Tue Mar 7 20:28:25 UTC 2023

On Tue, 7 Mar 2023 02:53:48 GMT, Vladimir Kozlov <kvn at openjdk.org> wrote:

>> Implemented `Float.floatToFloat16` and `Float.float16ToFloat` intrinsics in Interpreter and C1 compiler to produce the same results as C2 intrinsics on x64, Aarch64 and RISC-V - all platforms where C2 intrinsics for these Java methods were implemented originally.
>> 
>> Replaced `SharedRuntime::f2hf()` and `hf2f()` C runtime functions with calls to runtime stubs which use the same HW instructions as C2 intrinsics. Only for 64-bit x64 because 32-bit x86 stub does not work: result is passed through FPU register and NaN values become different from C2 intrinsic.
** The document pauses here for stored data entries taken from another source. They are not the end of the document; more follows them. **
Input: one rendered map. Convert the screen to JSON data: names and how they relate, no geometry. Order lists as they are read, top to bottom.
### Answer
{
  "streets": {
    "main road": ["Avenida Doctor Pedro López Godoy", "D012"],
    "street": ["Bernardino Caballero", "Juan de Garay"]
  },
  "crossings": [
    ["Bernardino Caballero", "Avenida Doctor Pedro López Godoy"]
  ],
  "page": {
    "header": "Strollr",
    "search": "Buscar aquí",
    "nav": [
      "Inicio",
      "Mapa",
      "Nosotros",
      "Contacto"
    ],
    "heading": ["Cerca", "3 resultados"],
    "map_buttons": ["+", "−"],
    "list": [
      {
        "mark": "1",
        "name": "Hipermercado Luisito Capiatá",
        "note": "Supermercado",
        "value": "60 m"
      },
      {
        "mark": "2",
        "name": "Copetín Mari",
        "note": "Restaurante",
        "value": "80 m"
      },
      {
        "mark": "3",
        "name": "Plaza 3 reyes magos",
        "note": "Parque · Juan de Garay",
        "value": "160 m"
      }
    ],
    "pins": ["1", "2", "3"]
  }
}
This runtime stub is only used to calculate constant values during C2 compilation and can be skipped.
>> 
>> I added new tests based on Tobias's `TestAll.java` And copied `jdk/lang/Float/Binary16Conversion*.java` tests to run them with `-Xcomp` to make sure code is compiled by C1 or C2. I modified `Binary16ConversionNaN.java` to compare results from Interpreter, C1 and C2.
>> 
>> Tested tier1-5, Xcomp, stress
>
> Vladimir Kozlov has updated the pull request incrementally with one additional commit since the last revision:
> 
>   Address review comments

We should not allow JIT compilation of `Float.float16ToFloat` and `Float.floatToFloat16` Java methods as we do for other math methods: [abstractInterpreter.hpp#L144](https://github.com/openjdk/jdk/blob/master/src/hotspot/share/interpreter/abstractInterpreter.hpp#L144)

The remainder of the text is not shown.